構造化プログラミングになれてしまっている人は、なかなかオブジェクト指向プログラミングには切り替わらないようだ。私もそうだった。構造化言語は、プログラムを構造化することで読みやすくしたものであり、オブジェクト指向も読みやすくしたものである。そのため、オブジェクト指向プログラミングというのは、構造化プログラミングの延長線上にあるはずなのだが、思想が違うためそこにはギャップがあるようだ。

構造化言語は、コマンドを組み合わせるものである。一方、オブジェクト指向とは、オブジェクトと呼ばれるミニシステムに分けて、システマチックにシステムを構成する方法である。構造化プログラミングは、プログラミング自体に視点が置かれているが、オブジェクト指向では、プログラムデザインやモデリングといったことに視点が置かれている。

単にプログラムするという観点から、オブジェクト指向の優位点は見いだせない。なぜなら、オブジェクト指向で組めばオーバーヘッドが存在するからだ。オブジェクト指向でなければ出来ないこともさほど存在しない。オブジェクト指向では、プログラムよりプログラムデザインが重要なのである。オブジェクトというミニシステムをいかにうまくデザインできるか、が重要なのである。

オブジェクトがなぜミニシステムなのかというと、インターフェースと処理、データをすべて持っていて、単体で動くことが出来るからである。すなわち、オブジェクト指向プログラムは、単体で動くことが出来るミニシステムをつなぎ合わせていく手法であり、プログラムそのものは手段であって目的ではない。
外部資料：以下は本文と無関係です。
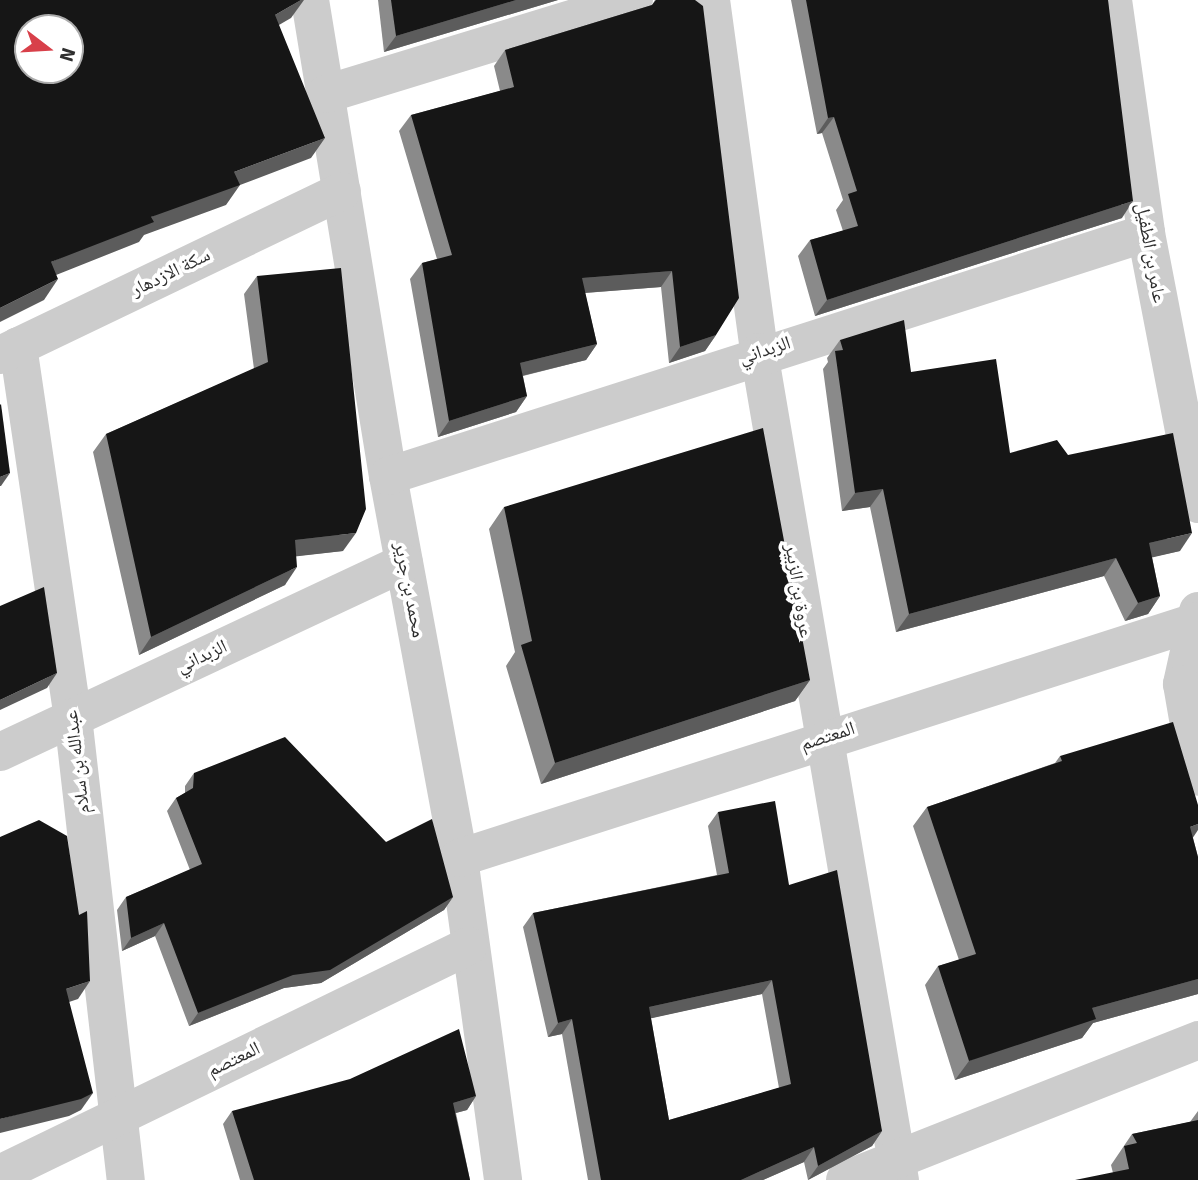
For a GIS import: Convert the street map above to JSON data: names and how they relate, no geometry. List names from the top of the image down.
{
  "streets": {
    "street": [
      "عامر بن الطفيل",
      "سكة الازدهار",
      "الزبداني",
      "محمد بن جرير",
      "عروة بن الزبير",
      "المعتصم",
      "عبدالله بن سلام"
    ]
  },
  "crossings": [
    ["عامر بن الطفيل", "الزبداني"],
    ["سكة الازدهار", "محمد بن جرير"],
    ["سكة الازدهار", "عبدالله بن سلام"],
    ["الزبداني", "محمد بن جرير"],
    ["الزبداني", "عروة بن الزبير"],
    ["الزبداني", "عبدالله بن سلام"],
    ["محمد بن جرير", "المعتصم"],
    ["عروة بن الزبير", "المعتصم"],
    ["المعتصم", "عبدالله بن سلام"]
  ],
  "north": "right"
}
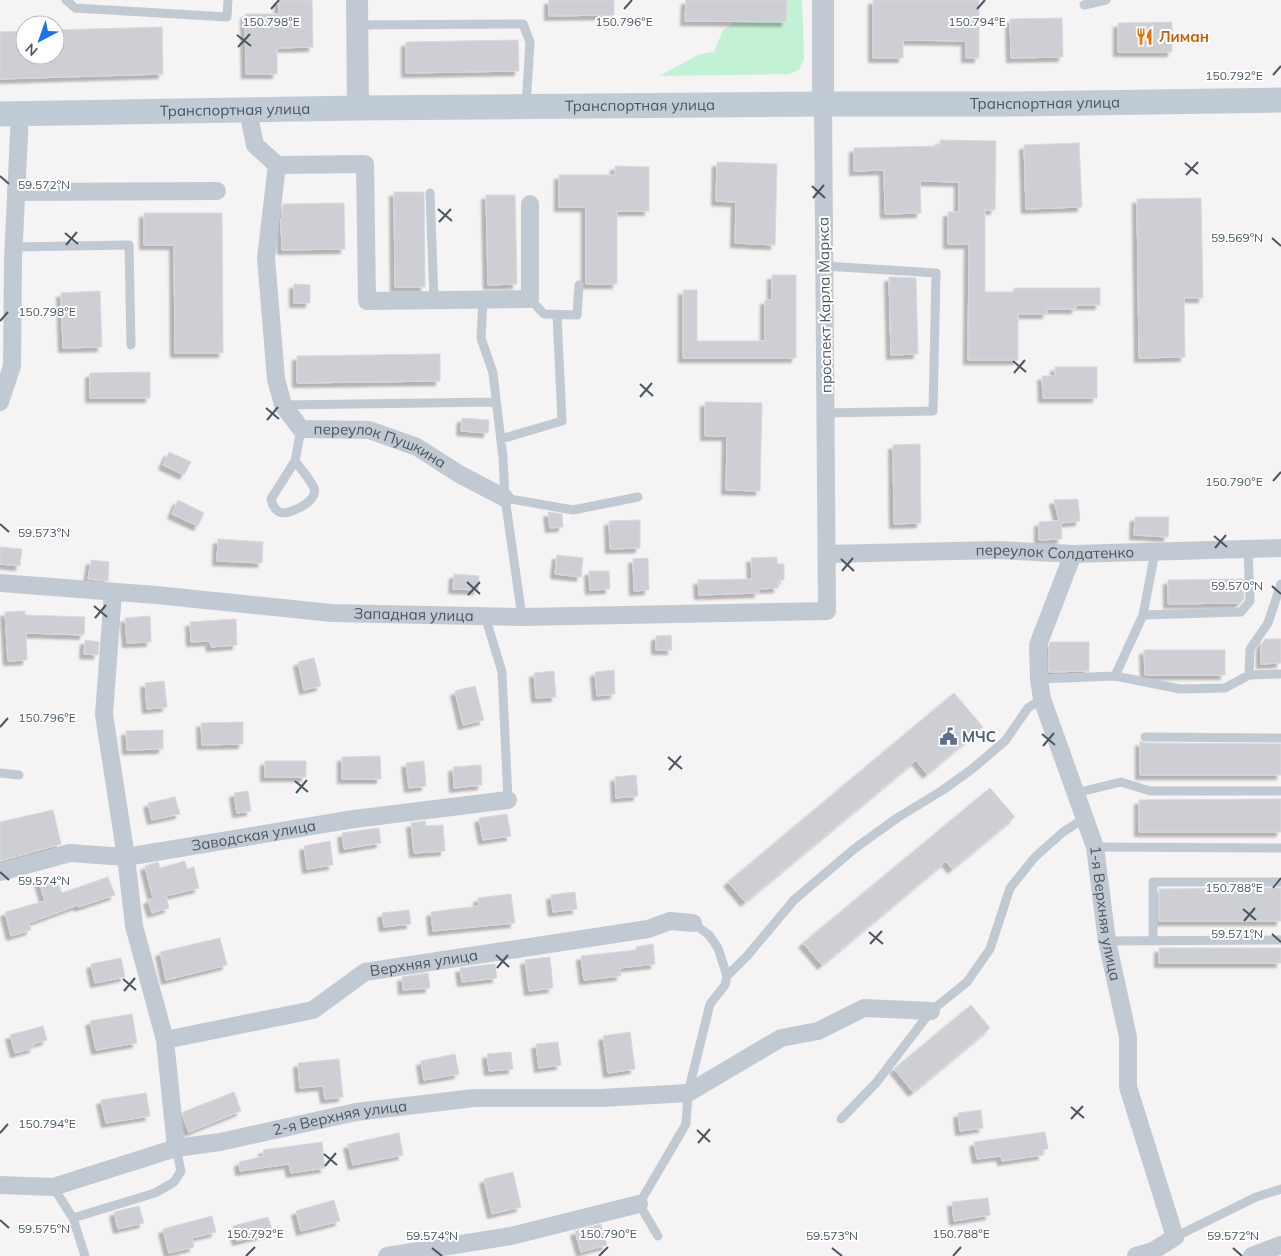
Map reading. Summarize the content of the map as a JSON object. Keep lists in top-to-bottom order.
{
  "streets": {
    "main road": ["Транспортная улица"],
    "street": [
      "проспект Карла Маркса",
      "переулок Пушкина",
      "переулок Солдатенко",
      "Западная улица",
      "Заводская улица",
      "1-я Верхняя улица",
      "Верхняя улица",
      "2-я Верхняя улица"
    ]
  },
  "crossings": [
    ["Транспортная улица", "проспект Карла Маркса"],
    ["проспект Карла Маркса", "переулок Солдатенко"],
    ["проспект Карла Маркса", "Западная улица"],
    ["переулок Солдатенко", "1-я Верхняя улица"]
  ],
  "places": {
    "restaurant": ["Лиман"],
    "public building": ["МЧС"]
  },
  "north": "bottom left",
  "coordinates": [
    "150.798°E",
    "150.796°E",
    "150.794°E",
    "150.792°E",
    "59.572°N",
    "59.569°N",
    "150.790°E",
    "59.573°N",
    "59.570°N",
    "59.574°N",
    "150.788°E",
    "59.571°N",
    "59.575°N"
  ]
}
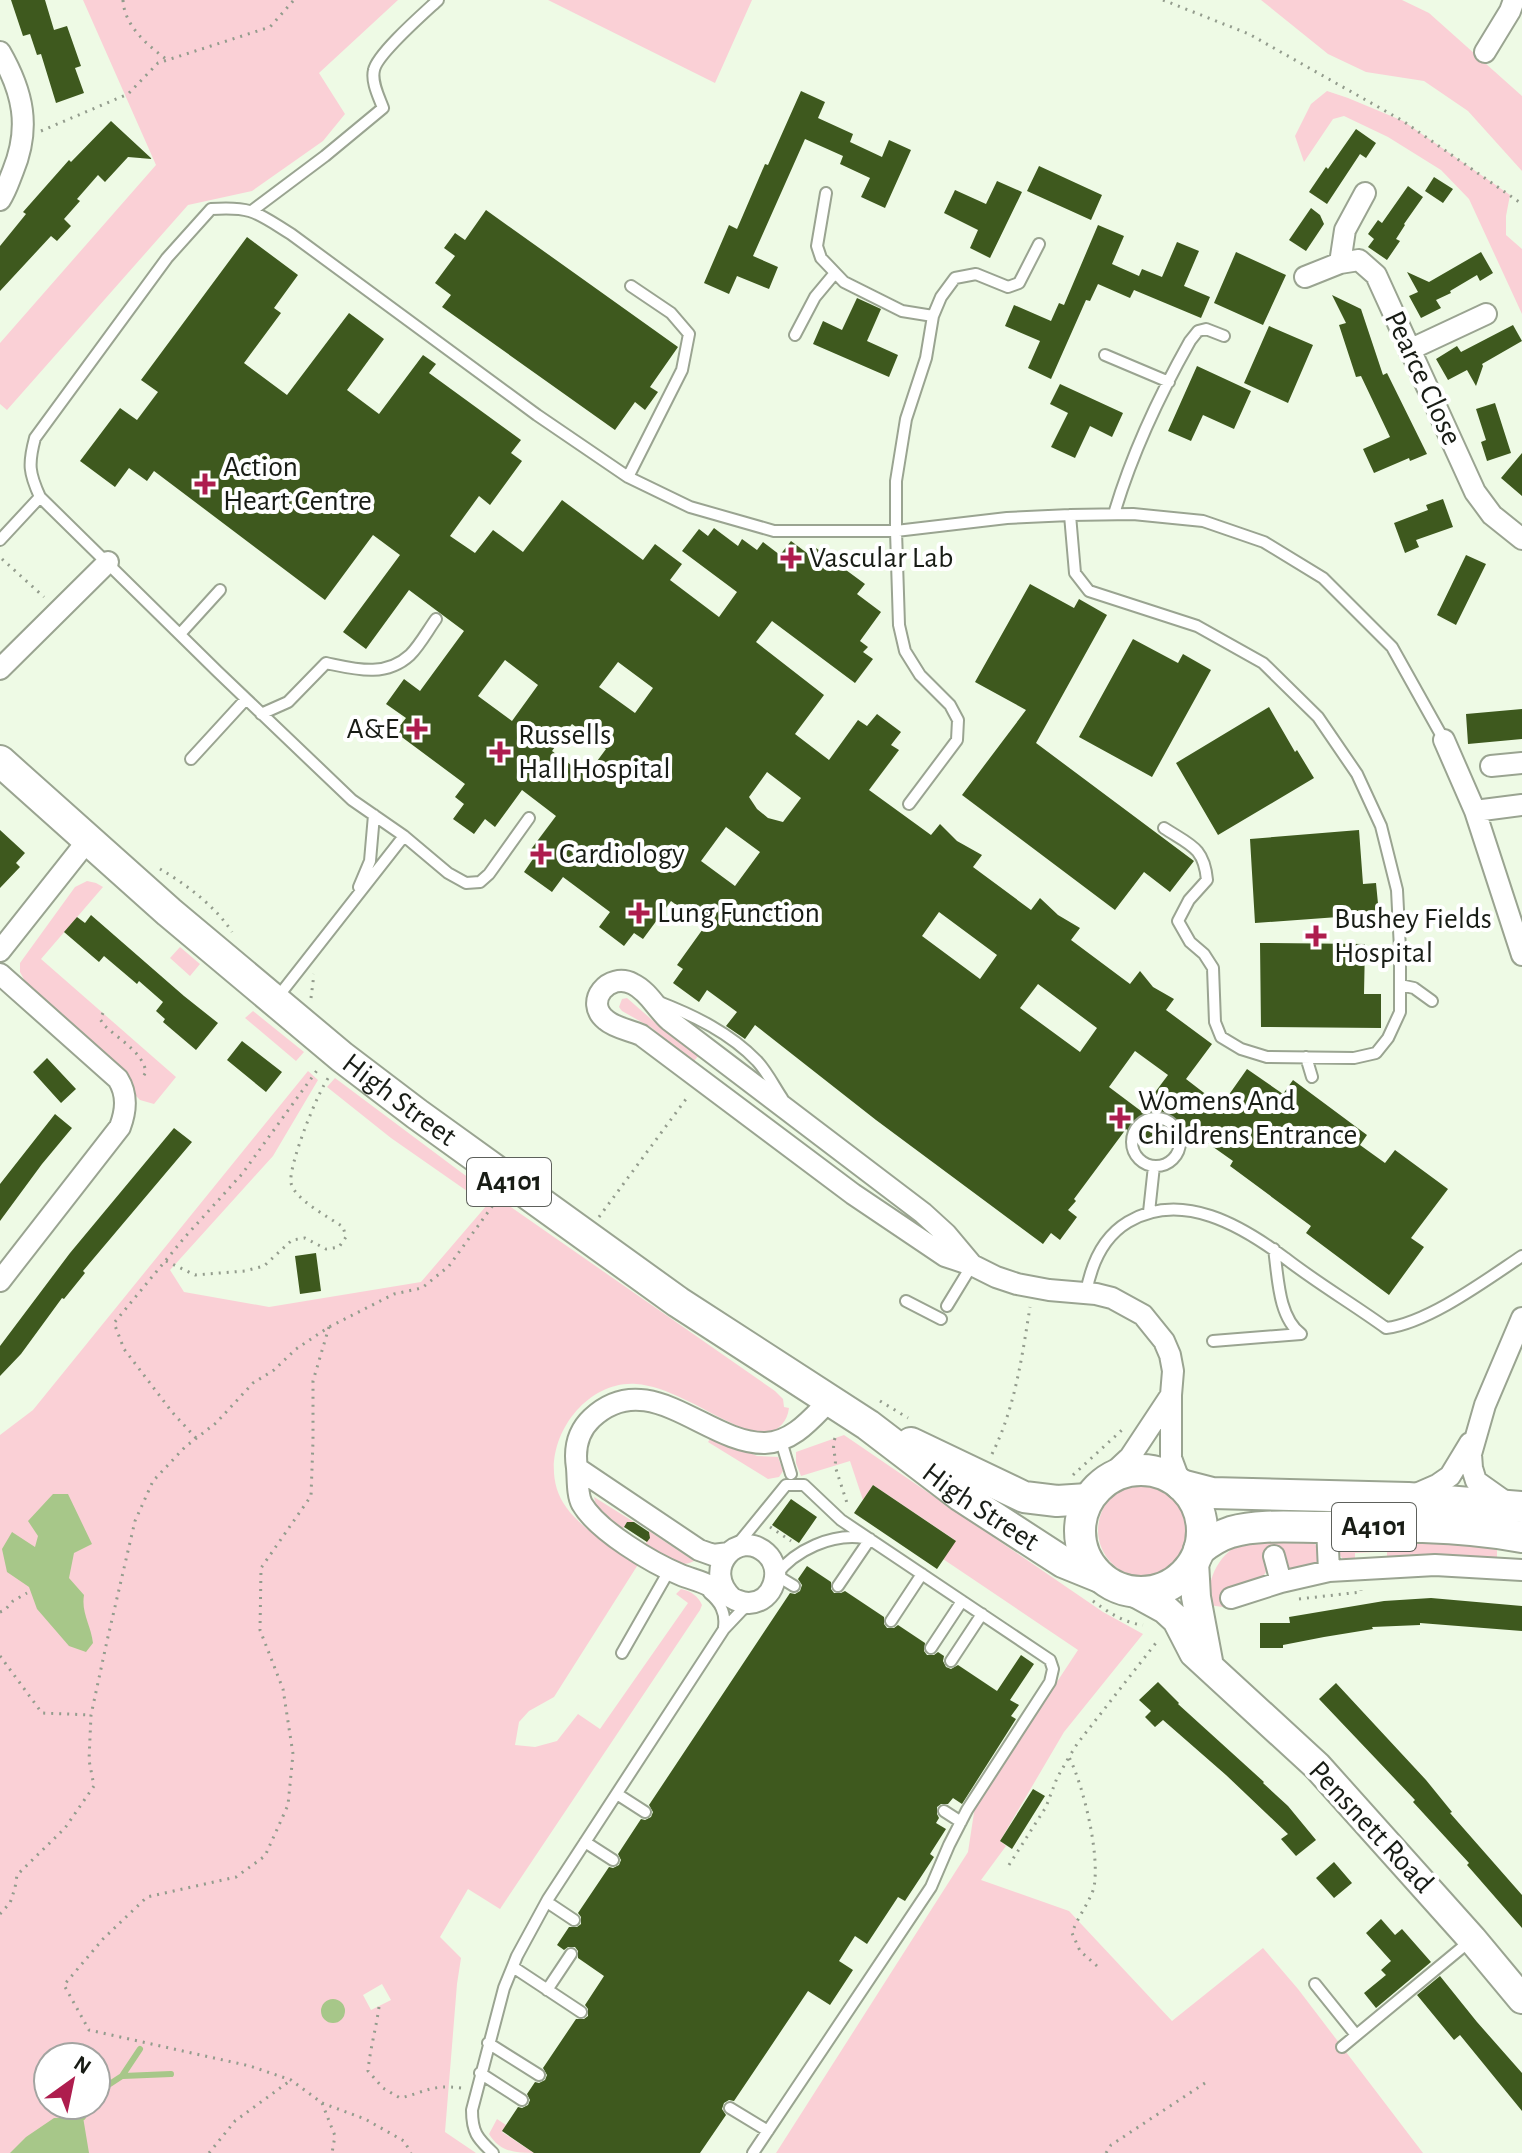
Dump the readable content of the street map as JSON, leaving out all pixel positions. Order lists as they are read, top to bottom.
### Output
{
  "streets": {
    "main road": ["High Street", "A4101"],
    "street": ["Pearce Close", "Pensnett Road"]
  },
  "crossings": [
    ["High Street", "A4101"],
    ["High Street", "Pensnett Road"],
    ["A4101", "Pensnett Road"]
  ],
  "places": {
    "health": [
      "Action Heart Centre",
      "Vascular Lab",
      "A&E",
      "Russells Hall Hospital",
      "Cardiology",
      "Lung Function",
      "Bushey Fields Hospital",
      "Womens And Childrens Entrance"
    ]
  },
  "north": "top right"
}
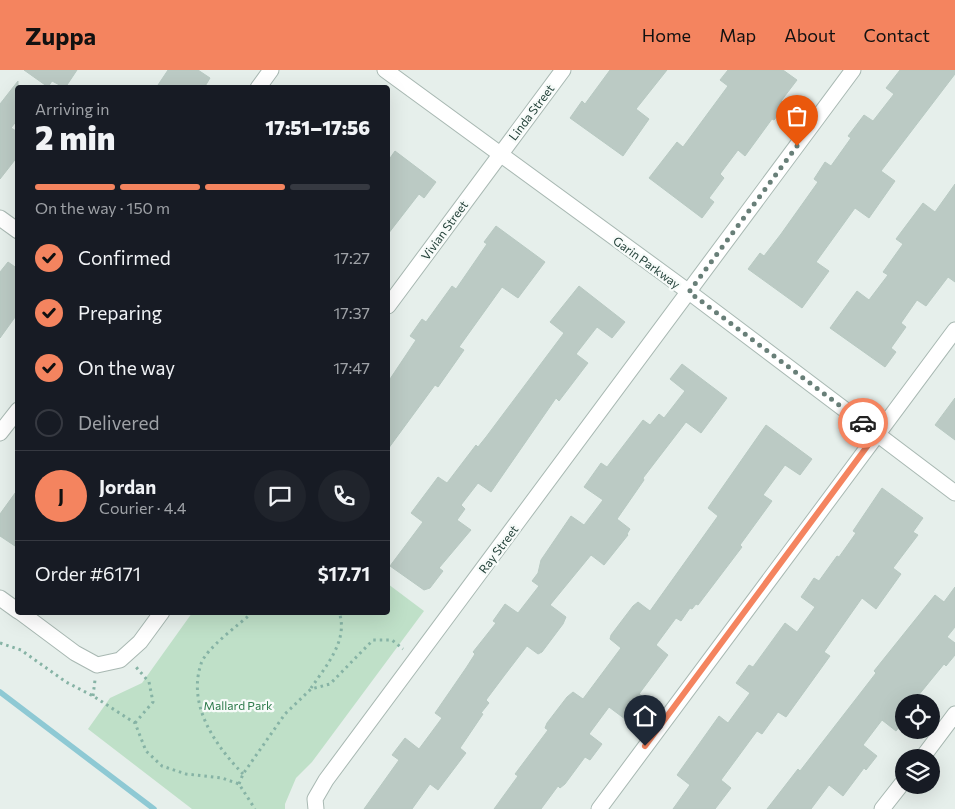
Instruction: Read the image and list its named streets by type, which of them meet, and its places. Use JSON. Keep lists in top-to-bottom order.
{
  "streets": {
    "street": [
      "Linda Street",
      "Vivian Street",
      "Garin Parkway",
      "Ray Street"
    ]
  },
  "crossings": [
    ["Linda Street", "Vivian Street"],
    ["Linda Street", "Garin Parkway"],
    ["Vivian Street", "Garin Parkway"],
    ["Garin Parkway", "Ray Street"]
  ],
  "parks": ["Mallard Park"],
  "page": {
    "header": "Zuppa",
    "nav": [
      "Home",
      "Map",
      "About",
      "Contact"
    ],
    "heading": ["2 min", "Arriving in", "17:51–17:56"],
    "panel": [
      "Jordan",
      "Courier · 4.4",
      "Order #6171",
      "$17.71"
    ],
    "bar": "On the way · 150 m",
    "list": [
      ["Confirmed", "17:27"],
      ["Preparing", "17:37"],
      ["On the way", "17:47"],
      "Delivered"
    ],
    "round": "J"
  }
}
極端な話、オブジェクト指向ではプログラムをほとんどせずにシステムを作り上げることもあり得る。それにどちらかといえば、いかにプログラムせずに作り上げるかが優れたオブジェクト指向なのである。

オブジェクト指向になれていない人は、なぜ、こんな面倒なことをやるんだ、構造化言語ならもっと簡単に記述できるのに、と言うがそれは正しい。実は、面倒なものは組まなければいいのだ。オブジェクト指向では、プログラムは組むことより利用することが重要である。端的に言えば、ミニシステムの役割を果たすオブジェクトは世界で1つあればよく、他の人はそれを使えばよい。全く同じ物を手間暇かけて組むのはムダである。最先端の技術をやっている人以外の、いわゆる普通のシステムを作る場合は、それをやるためのミニシステムであるオブジェクトは探せばいくらでもある。それを一から作ろうとするから面倒なのであって、作ろうとせず利用すればムダなことはしなくて済む。

だから、実はオブジェクト指向というのはプログラムという観点から入るよりも、公開されていて自由に利用できるオブジェクトのリストを作成し整理し、それを以下に自分が活用できるか、という観点からスタートすべきなのだ。オブジェクトは作るのは難しいが利用するのは簡単であり、要するに利用することによって初めてメリットが得られる仕組みである。

だが、残念なのは構造化プログラム出身の方はどうも利用することよりどうしても作ろうとしてしまうようだ。だから、さまざまな苦労をしているようで、オブジェクト指向は嫌だ、面倒だと思ってしまうのではないだろうか。オブジェクトは利用ということが大事だから、オブジェクト指向ではプログラマーというよりも、モデリングという作業が重要になる。構造化言語に慣れ親しんだプログラマーの方は、なかなかそこが切り替わらないようである。